En psychiatrie, l’attention autour des patients se focalise sur leurs troubles mentaux et leur risque suicidaire. L’obésité, et ses complications métaboliques, qui représentent pourtant leur première cause de mortalité – avec une diminution de l’espérance de vie d’au moins dix ans, et même trente dans la schizophrénie –, restent trop souvent négligées.
Or, ces patients ne vont pas forcément d’eux-mêmes vers les centres de nutrition et n’y sont pas adressés. « Il y a trop souvent l’idée que l’obésité en psychiatrie est un corollaire des traitements. Dans les faits, c’est une des raisons majeures qui poussent les patients à les arrêter ! Tout l’enjeu est donc de prévenir la prise de poids, tant ces patients sont à risque. Quand elle survient, il est difficile de revenir en arrière », avertit le Pr Sébastien Guillaume (psychiatre, CHU Montpellier), qui intervenait à ce sujet au Congrès de l’encéphale, en janvier, à Paris.
De nombreux facteurs, interconnectés par des cercles vicieux d’adaptation physiologique néfaste, qui se renforcent mutuellement, contribuent à cette association. Les facteurs environnementaux, comme une mauvaise hygiène de vie, jouent également. « Dans les dernières recommandations de la Haute Autorité de santé, le fait d’avoir un trouble psychiatrique sévère classe d’emblée l’obésité au niveau 3 de sévérité. Cela doit pousser à développer les collaborations entre psychiatres et nutritionnistes », propose le Pr Guillaume.

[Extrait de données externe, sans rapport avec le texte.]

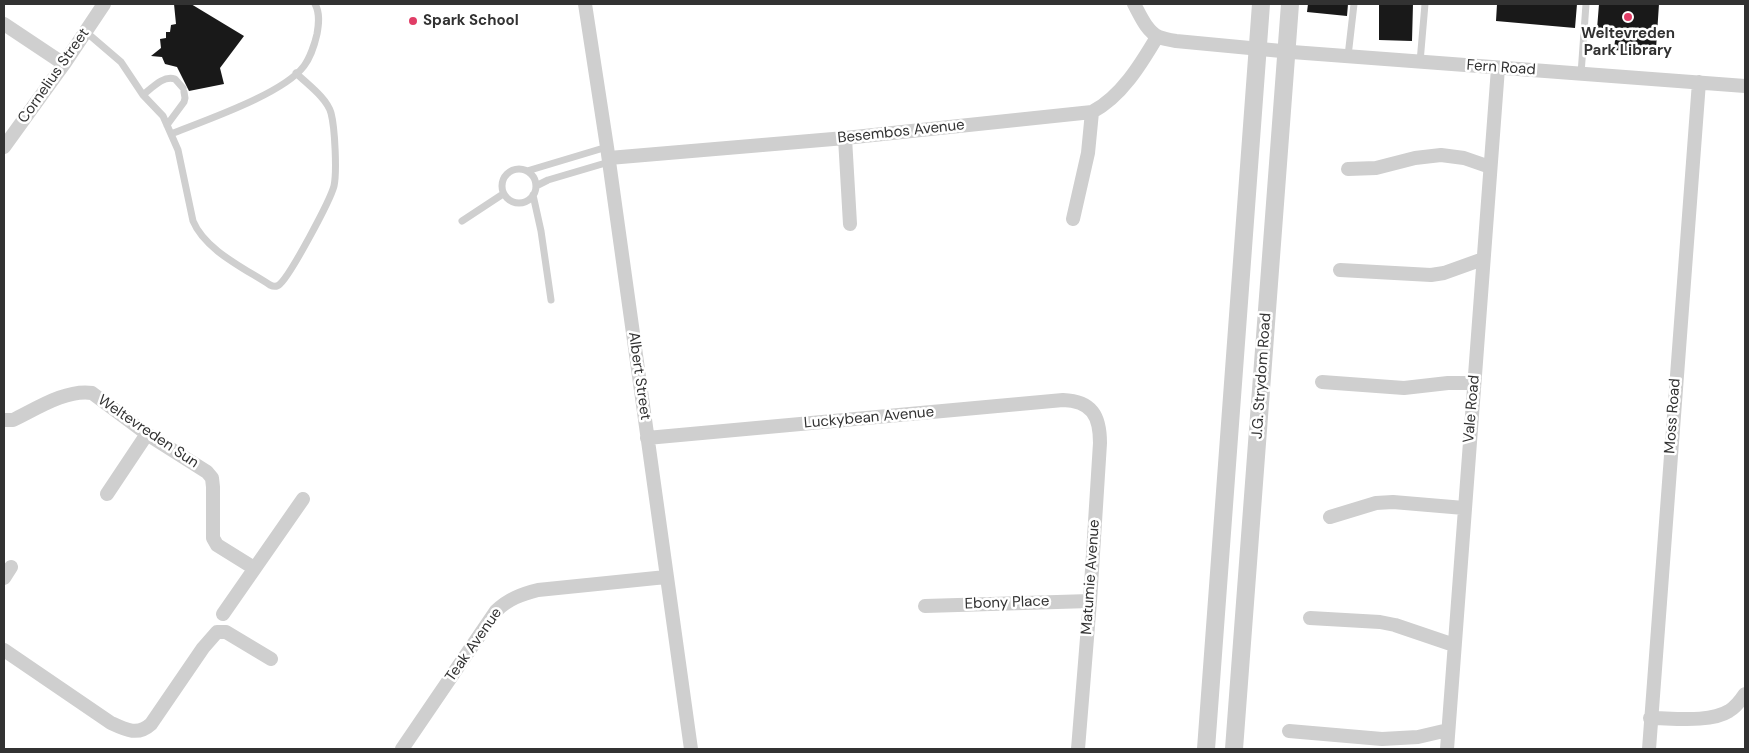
<!DOCTYPE html>
<style>
body{margin:0}
#map{position:relative;width:1749px;height:753px;overflow:hidden;background:#fff;font-family:"DM Sans",sans-serif}
canvas{display:block}
.frame{position:absolute;inset:0;border:5px solid #323232;pointer-events:none}
</style>
<div id="map">
<canvas width="1749" height="753"></canvas>
<div class="frame"></div>
</div>
<script>
const c = document.querySelector('canvas').getContext('2d');
c.lineJoin = 'round';
function paint(path, color) { c.fillStyle = color; c.fill(path, 'evenodd'); }
function trace(path, color, width, dash) { c.strokeStyle = color; c.lineWidth = width; c.lineCap = dash ? 'butt' : 'round'; c.setLineDash(dash || []); c.stroke(path); }
function label(font, color, halo, rows, align = 'center') {
  c.font = font + ' "DM Sans",sans-serif'; c.lineWidth = 5; c.setLineDash([]); c.textBaseline = 'middle'; c.strokeStyle = halo; c.fillStyle = color; for (const [text, x, y, turn = 0] of rows) {
    c.save(); c.translate(x, y); c.rotate((+turn || 0) * Math.PI / 180); c.textAlign = isNaN(turn) ? turn : align; if (halo) c.strokeText(text, 0, 0); c.fillText(text, 0, 0); c.restore();
  }
}
const building = new Path2D(`
 M174,4H191L244,36L220,68L224,84L189,91L177,67L165,64L162,57L151,56L161,48L160,39L166,38V32H170L171,25L176,24Z
 M1308,4H1348L1347,16L1307,12Z
 M1379,4H1413L1412,41L1379,40Z
 M1497,4H1577L1575,28L1496,21Z
 M1599,4H1659L1656,49L1640,48V52L1614,50L1616,31L1597,29Z`);
const service = new Path2D(`
 M86,32L121,62L143,95L163,116L178,150L193,221C205,250 244,268 270,285C274,287 277,287 280,284C291,274 330,201 334,186C337,172 335,128 331,113C327,98 307,84 296,73
 M1348,56L1354,4
 M1420,62L1425,4
 M1581,74L1586,4
 M143,95C152,88 163,75 175,79L183,88
 M167,125L184,102L185,98L184,92
 M171,134C206,120 283,94 304,66C310,58 315,43 317,34C319,23 320,13 315,4
 M502 186a17 17 0 1 1 34 0a17 17 0 1 1-34 0Z
 M527,171L607,147
 M536,186L548,180L609,162
 M533,195L541,231L551,300
 M462,221L503,194`);
const minor = new Path2D(`
 M585,4L607,147L691,749
 M1134,4C1140,15 1147,32 1159,37C1164,39 1170,40 1176,41L1292,52L1745,86
 M4,24L64,64
 M845,138L850,224
 M4,147L64,64L104,4
 M609,158L845,138L1092,112C1121,97 1141,64 1157,37
 M1348,169L1376,168L1415,158L1441,155L1464,158L1490,167
 M1073,219L1088,153L1092,112
 M1340,270L1431,275L1444,273L1483,259
 M1322,382L1404,388L1448,383H1474
 M4,420H13C36,409 66,389 92,393L147,434L207,472L212,478L213,487V538L217,545L254,568
 M647,438L1063,400C1092,401 1100,416 1100,443L1090,601L1078,749
 M107,494L147,434
 M1330,517L1376,503L1393,502L1464,508
 M4,578L11,567
 M925,606L1090,601
 M223,614L303,499
 M1310,618L1380,622L1395,625L1454,645
 M4,650L111,723C126,730 138,736 151,724L203,648L217,632H226L271,659
 M1650,718C1672,718 1710,723 1729,711C1736,707 1741,700 1745,694
 M1289,731L1382,739L1418,737L1448,730
 M402,749L496,611C508,599 522,594 538,590L666,577
 M1447,749L1498,68
 M1649,749L1699,82`);
const tertiary = new Path2D(`
 M1206,749L1261,4
 M1234,749L1290,4`);
const markers = [
 [1628,17,5,"#e03d66"],
 [413,21,5,"#e03d66"]
];
const poiNames = [
 ["Spark School",423,21],
 ["Weltevreden",1628,34,"center"],
 ["Park Library",1628,51,"center"]
];
const streetNames = [
 ["Fern Road",1501,68,4],
 ["Cornelius Street",54,76,-55],
 ["Besembos Avenue",901,132,-6],
 ["Albert Street",639,376,82],
 ["J.G. Strydom Road",1262,376,-86],
 ["Vale Road",1472,409,-85],
 ["Moss Road",1673,416,-86],
 ["Luckybean Avenue",869,418,-5],
 ["Weltevreden Sun",148,432,34],
 ["Matumie Avenue",1091,577,-86],
 ["Ebony Place",1007,603,-2],
 ["Teak Avenue",474,645,-55]
];
paint(building, '#191919');
trace(service, '#cfcfcf', 7);
trace(minor, '#cfcfcf', 14);
trace(tertiary, '#cfcfcf', 18);
for (const [x, y, r, color] of markers) { const dot = new Path2D(); dot.arc(x, y, r, 0, 2 * Math.PI); c.fillStyle = color; c.fill(dot); trace(dot, '#fff', 2); }
label('bold 15px', '#323232', '#fff', poiNames, 'left');
label('15px', '#323232', '#fff', streetNames);
</script>
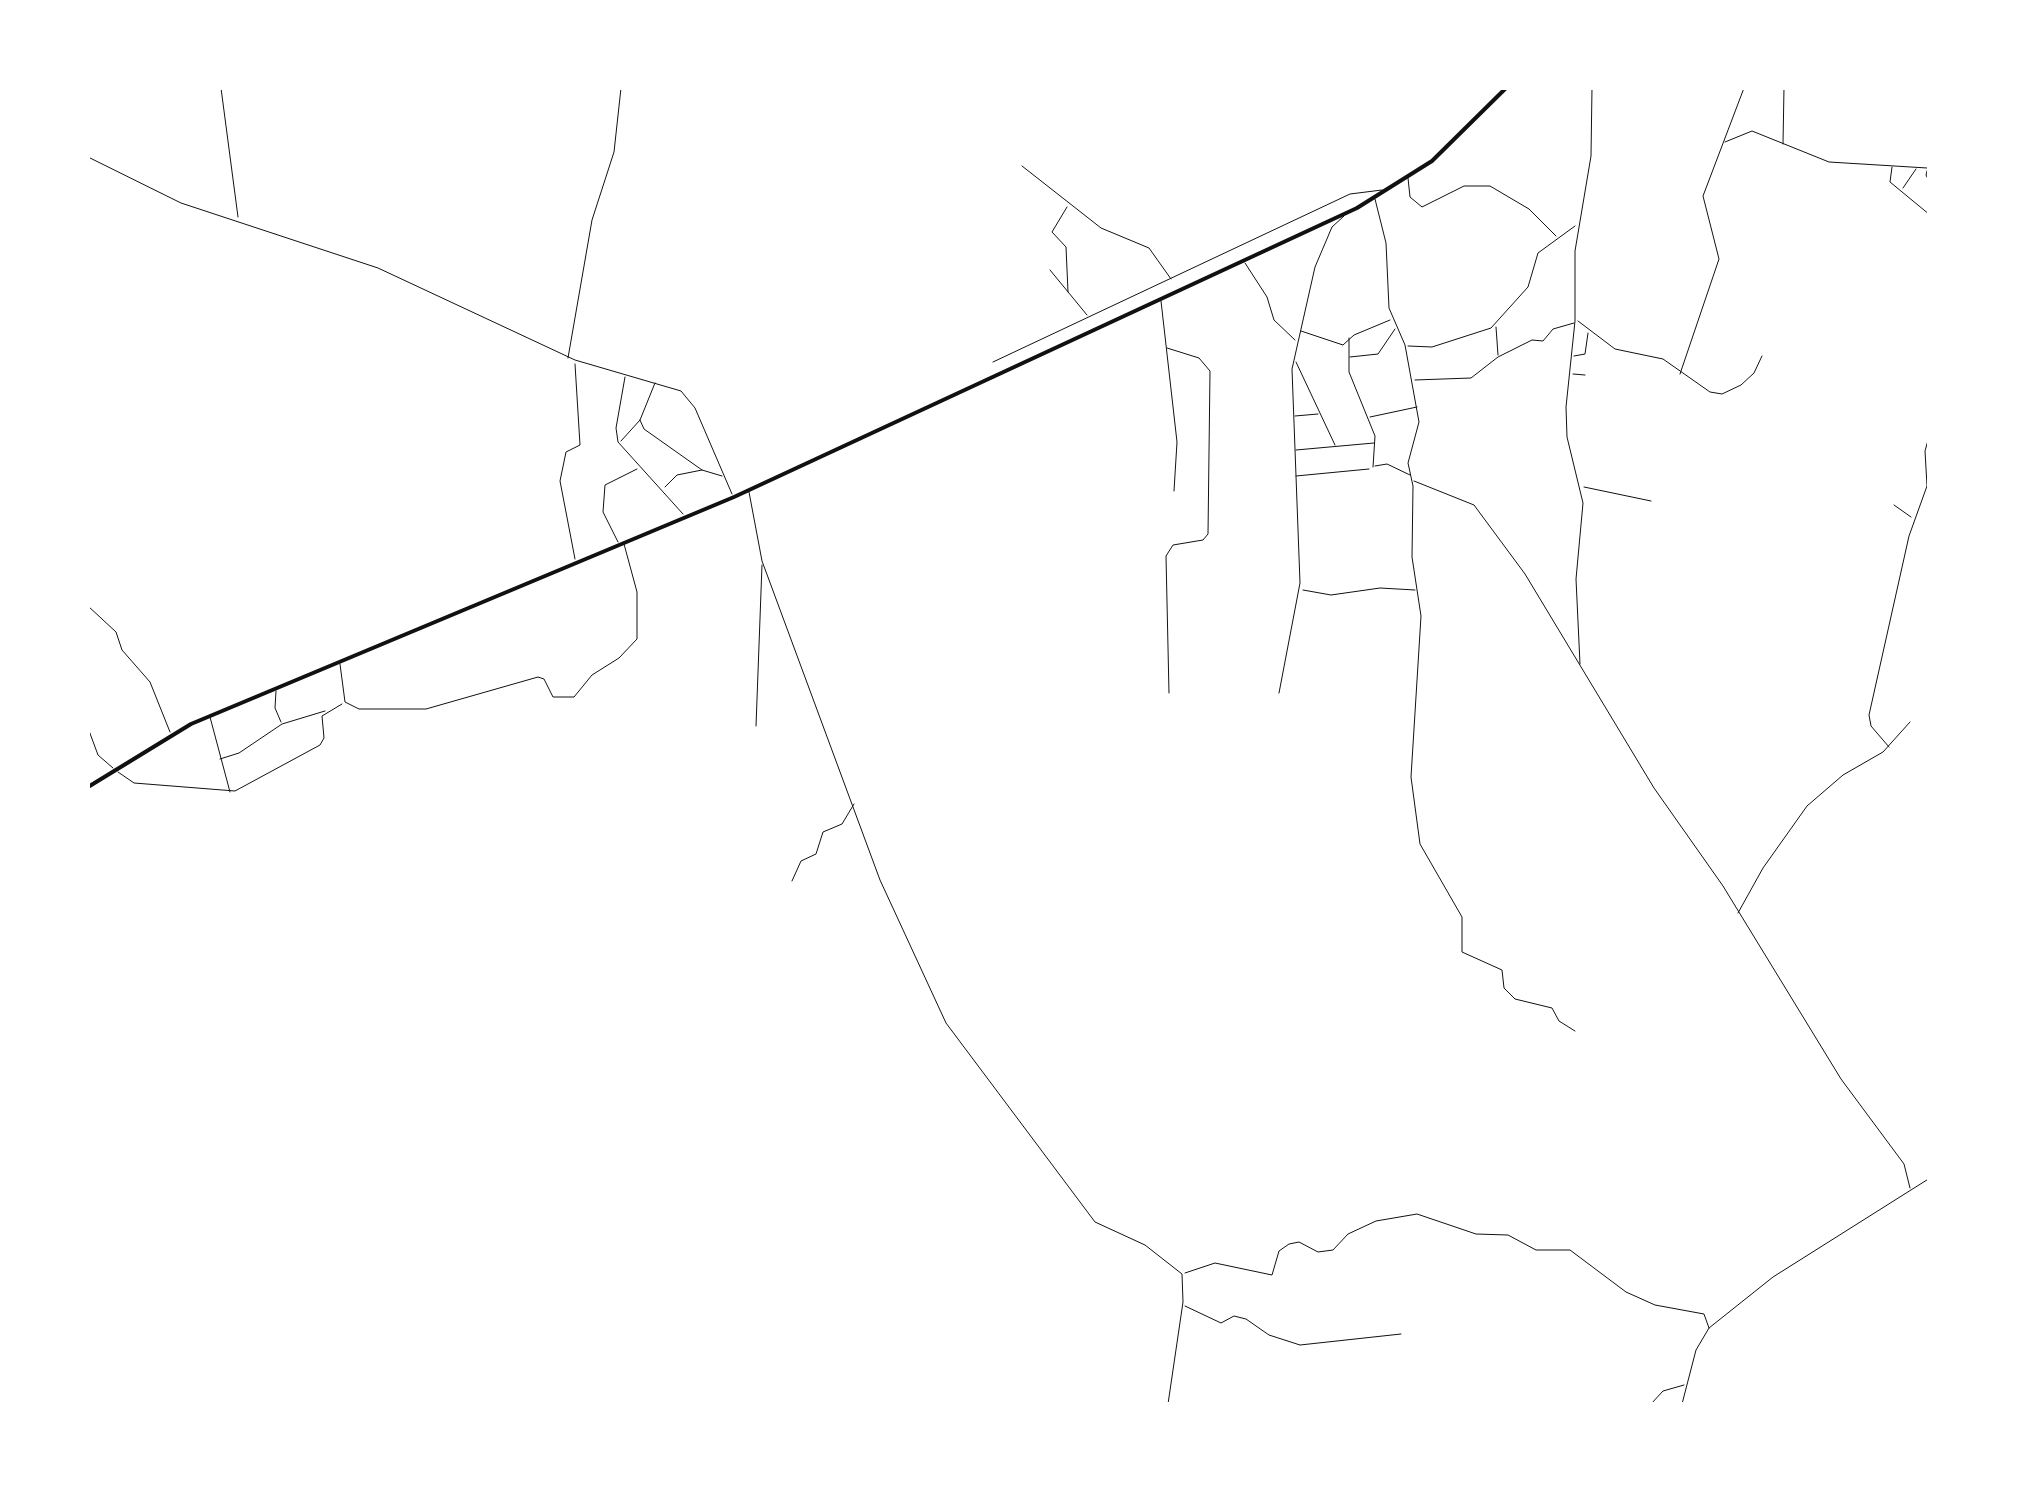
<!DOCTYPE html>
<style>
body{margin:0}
#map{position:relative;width:2017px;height:1492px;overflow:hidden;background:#fff;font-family:Inter,sans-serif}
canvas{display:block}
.frame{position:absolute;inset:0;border:90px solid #fff;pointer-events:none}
</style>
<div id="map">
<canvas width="2017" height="1492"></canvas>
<div class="frame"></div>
</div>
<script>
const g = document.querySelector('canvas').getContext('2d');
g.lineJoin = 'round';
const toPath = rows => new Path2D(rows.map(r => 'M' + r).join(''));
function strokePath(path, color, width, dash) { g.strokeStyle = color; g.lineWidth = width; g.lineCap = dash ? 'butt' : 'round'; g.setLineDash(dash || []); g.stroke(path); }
strokePath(toPath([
 [221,88,238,217],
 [1725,142,1752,131,1829,162,1927,168],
 [1783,144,1784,88],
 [88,157,181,203,378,268,575,360,681,391,695,408,732,494],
 [1930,160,1926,175,1930,183],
 [1022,166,1101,228,1149,248,1171,279],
 [1892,167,1890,182,1930,215],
 [1408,178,1410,197,1422,207,1464,186,1490,186,1529,209,1556,236],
 [1903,188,1916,169],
 [1375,199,1386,243,1389,308,1405,345,1419,422,1408,463,1413,486,1412,557,1421,616,1411,777,1420,844,1462,917,1462,952,1502,970,1504,988,1515,999,1552,1008,1559,1021,1575,1031],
 [1067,207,1052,232,1066,247,1068,292],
 [1245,263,1267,297,1274,320,1295,340],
 [1050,270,1087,315],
 [1161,301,1177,442,1174,491],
 [1578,321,1615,349,1663,359,1710,392,1722,394,1741,385,1754,373,1762,356],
 [1496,327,1498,355],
 [1301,331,1343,345,1354,335,1390,320],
 [1349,338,1349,372,1375,436,1373,467],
 [1408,346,1432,347,1491,328,1528,287,1538,253,1575,226],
 [1167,348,1199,358,1210,371,1208,534,1203,540,1173,545,1166,556,1169,693],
 [1574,356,1585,354,1588,333],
 [1350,357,1378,354,1395,329],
 [568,358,592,220,614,152,621,88],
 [993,362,1350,194,1382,190],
 [1296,362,1335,445],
 [575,364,580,445,566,452,560,481,575,559],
 [1573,374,1585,375],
 [1680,374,1719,259,1703,196,1744,88],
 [625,377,616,428,618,442,683,514],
 [1415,380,1471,378,1498,357,1532,340,1543,341,1553,329,1574,323],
 [1295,416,1318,414],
 [1370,417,1417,407],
 [640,420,644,429,702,470,722,476],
 [621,441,640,420,655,383],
 [1296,450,1374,443],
 [1375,466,1387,464,1410,475],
 [1296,476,1369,469],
 [1414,481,1474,505,1525,574,1654,788,1723,886,1841,1079,1904,1164,1910,1188],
 [665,487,677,475,702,470],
 [1584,487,1651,501],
 [749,492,762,561,880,880,946,1023,1095,1222,1145,1245,1182,1274,1183,1302,1168,1404],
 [1894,505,1911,517],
 [618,542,603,512,605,485,637,469],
 [1303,590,1331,595,1380,588,1415,590],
 [88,606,116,632,122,650,150,682,170,732],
 [340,664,345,702,359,709,426,709,538,677,544,679,553,697,574,697,592,675,619,658,637,639,637,592,624,544],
 [1580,664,1576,579,1583,503,1567,437,1566,407,1575,321,1575,251,1591,156,1592,88],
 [276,691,275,708,281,722],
 [1279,693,1300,583,1292,369,1315,267,1332,227,1344,216],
 [210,717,230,792],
 [756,726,762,565],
 [88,728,98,755,113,768],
 [1889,747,1871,726,1869,715,1909,536,1927,486,1925,451,1930,433],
 [220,759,239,753,282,724,325,711],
 [118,772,134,783,235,791,320,745,324,738,322,716,342,704],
 [792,881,801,861,816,854,823,832,842,824,854,804],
 [1738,913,1763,868,1807,806,1843,775,1883,752,1910,722],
 [1185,1273,1215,1263,1272,1275,1279,1251,1289,1244,1299,1242,1318,1252,1333,1250,1348,1234,1376,1221,1417,1214,1476,1234,1508,1235,1536,1250,1570,1250,1626,1292,1655,1305,1704,1314,1709,1328],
 [1185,1306,1221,1323,1234,1316,1246,1319,1269,1335,1300,1345,1401,1334],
 [1651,1404,1663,1391,1684,1385],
 [1682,1404,1696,1350,1709,1328,1773,1277,1930,1178]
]), '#111', 1);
strokePath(toPath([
 [88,787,191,724,734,497,1357,208,1432,161,1506,88]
]), '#111', 4);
</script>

Psychiatres et nutritionnistes doivent collaborer
Pr Sébastien Guillaume
Des parcours intégrés
Les parcours devraient inclure un dépistage précoce des patients à risque de prise de poids, une surveillance rapprochée des effets métaboliques des psychotropes, des modifications thérapeutiques du mode de vie et des interventions non médicamenteuses.
Les adaptations hygiénodiététiques sont les mêmes que pour tout patient en situation d’obésité, d’autant que sortir et bouger a des effets positifs sur l’humeur et le stress. Mais elles sont souvent difficiles à mettre en place et/ou à maintenir chez ces patients. Prendre un avis auprès d’un médecin nutritionniste est aussi indispensable.
Enfin, chez un patient sous antipsychotique, le risque métabolique lié au traitement doit être pris en compte dans la balance bénéfices-risques, en particulier chez ceux qui ont des antécédents personnels ou familiaux de surpoids ou de prise de poids sous antipsychotique, et en cas de prise de poids sur les six premières semaines de traitement (le risque est alors accru). « Certaines molécules sont moins pourvoyeuses de surpoids, comme l’aripiprazole. Au contraire, d’autres sont à haut risque, comme la clozapine, l’olanzapine. La rispéridone, la quétiapine et l’amisulpride sont à risque intermédiaire de prise de poids », détaille le Pr Guillaume.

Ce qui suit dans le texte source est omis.